*Exercise instructions*. If a line comes after the one containing "filter:drop-shadow(0 0 1px", leave it out; copy every line before it, and that line too, exactly as written, starting from the first line of the entries.

===== Given records

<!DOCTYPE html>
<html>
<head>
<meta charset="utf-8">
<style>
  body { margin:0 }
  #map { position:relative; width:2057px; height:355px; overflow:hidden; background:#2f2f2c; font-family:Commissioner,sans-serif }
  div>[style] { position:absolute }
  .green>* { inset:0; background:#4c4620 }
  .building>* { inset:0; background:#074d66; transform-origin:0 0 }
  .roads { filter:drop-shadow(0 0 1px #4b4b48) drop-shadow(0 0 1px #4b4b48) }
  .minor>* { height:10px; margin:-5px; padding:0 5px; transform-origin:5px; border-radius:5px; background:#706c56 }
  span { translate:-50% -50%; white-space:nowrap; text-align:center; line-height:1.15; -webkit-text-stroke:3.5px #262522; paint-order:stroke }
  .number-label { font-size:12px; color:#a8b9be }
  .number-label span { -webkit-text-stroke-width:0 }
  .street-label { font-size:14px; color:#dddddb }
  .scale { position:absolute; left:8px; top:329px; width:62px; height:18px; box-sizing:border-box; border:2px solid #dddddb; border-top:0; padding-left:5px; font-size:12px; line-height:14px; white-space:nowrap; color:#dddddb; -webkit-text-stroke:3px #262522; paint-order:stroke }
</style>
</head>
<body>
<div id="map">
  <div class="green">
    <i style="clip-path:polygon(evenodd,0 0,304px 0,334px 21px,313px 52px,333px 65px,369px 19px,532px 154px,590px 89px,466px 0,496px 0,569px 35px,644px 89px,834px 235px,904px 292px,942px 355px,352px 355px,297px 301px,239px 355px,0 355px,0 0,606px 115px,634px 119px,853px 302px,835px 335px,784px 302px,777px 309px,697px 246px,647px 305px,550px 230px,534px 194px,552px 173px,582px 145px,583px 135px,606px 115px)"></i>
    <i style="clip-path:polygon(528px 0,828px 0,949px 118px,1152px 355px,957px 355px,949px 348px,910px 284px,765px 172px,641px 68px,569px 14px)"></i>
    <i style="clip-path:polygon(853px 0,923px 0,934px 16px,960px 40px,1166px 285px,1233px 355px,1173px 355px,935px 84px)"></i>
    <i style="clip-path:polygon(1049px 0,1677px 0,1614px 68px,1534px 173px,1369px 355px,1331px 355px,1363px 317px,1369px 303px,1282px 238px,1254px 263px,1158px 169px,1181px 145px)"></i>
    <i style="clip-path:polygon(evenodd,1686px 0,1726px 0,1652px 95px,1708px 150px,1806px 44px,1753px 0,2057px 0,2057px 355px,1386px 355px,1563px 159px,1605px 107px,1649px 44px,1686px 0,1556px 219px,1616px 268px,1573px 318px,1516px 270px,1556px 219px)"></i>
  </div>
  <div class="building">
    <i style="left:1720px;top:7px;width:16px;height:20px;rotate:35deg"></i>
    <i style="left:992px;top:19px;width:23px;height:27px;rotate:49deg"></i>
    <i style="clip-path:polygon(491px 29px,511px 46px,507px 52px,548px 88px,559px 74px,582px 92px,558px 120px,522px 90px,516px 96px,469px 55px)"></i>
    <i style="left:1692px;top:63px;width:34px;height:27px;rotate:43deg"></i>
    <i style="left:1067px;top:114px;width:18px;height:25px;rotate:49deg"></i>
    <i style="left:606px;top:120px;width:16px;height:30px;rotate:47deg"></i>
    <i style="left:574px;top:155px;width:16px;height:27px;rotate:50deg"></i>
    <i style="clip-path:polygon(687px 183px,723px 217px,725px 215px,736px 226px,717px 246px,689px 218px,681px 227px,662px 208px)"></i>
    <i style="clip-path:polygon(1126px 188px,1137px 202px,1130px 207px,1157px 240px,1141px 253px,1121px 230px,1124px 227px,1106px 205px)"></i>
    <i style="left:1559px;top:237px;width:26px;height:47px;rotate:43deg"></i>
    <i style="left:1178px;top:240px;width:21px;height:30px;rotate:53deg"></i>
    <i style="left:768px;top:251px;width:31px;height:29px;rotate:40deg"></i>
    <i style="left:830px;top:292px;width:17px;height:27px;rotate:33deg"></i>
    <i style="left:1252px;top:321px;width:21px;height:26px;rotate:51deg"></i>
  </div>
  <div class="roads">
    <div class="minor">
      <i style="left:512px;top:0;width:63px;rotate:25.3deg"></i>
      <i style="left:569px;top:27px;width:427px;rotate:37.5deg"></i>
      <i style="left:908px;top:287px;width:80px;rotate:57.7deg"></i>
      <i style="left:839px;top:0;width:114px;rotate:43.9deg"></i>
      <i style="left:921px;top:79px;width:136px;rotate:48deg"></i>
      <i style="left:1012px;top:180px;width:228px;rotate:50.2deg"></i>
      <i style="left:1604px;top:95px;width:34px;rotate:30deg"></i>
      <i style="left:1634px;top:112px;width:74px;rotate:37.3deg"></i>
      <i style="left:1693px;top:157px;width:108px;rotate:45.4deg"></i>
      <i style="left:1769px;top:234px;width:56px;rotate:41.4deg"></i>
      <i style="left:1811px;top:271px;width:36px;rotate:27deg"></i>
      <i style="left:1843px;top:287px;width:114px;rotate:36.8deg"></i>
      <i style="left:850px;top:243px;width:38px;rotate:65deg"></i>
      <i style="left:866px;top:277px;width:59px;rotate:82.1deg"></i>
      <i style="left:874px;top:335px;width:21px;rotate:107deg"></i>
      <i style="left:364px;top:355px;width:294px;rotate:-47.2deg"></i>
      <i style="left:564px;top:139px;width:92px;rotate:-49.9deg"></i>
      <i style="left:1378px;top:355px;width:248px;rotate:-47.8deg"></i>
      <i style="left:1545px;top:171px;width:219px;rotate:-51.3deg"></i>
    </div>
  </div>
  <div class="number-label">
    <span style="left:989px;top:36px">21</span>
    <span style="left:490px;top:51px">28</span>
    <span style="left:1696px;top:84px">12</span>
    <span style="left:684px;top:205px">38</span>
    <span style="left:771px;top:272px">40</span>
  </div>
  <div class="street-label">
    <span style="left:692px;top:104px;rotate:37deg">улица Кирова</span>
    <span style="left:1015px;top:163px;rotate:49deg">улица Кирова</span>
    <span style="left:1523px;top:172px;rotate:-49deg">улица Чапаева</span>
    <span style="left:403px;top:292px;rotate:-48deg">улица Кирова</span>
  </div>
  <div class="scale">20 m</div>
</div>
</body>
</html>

==========

*Answer below*.
<!DOCTYPE html>
<html>
<head>
<meta charset="utf-8">
<style>
  body { margin:0 }
  #map { position:relative; width:2057px; height:355px; overflow:hidden; background:#2f2f2c; font-family:Commissioner,sans-serif }
  div>[style] { position:absolute }
  .green>* { inset:0; background:#4c4620 }
  .building>* { inset:0; background:#074d66; transform-origin:0 0 }
  .roads { filter:drop-shadow(0 0 1px #4b4b48) drop-shadow(0 0 1px #4b4b48) }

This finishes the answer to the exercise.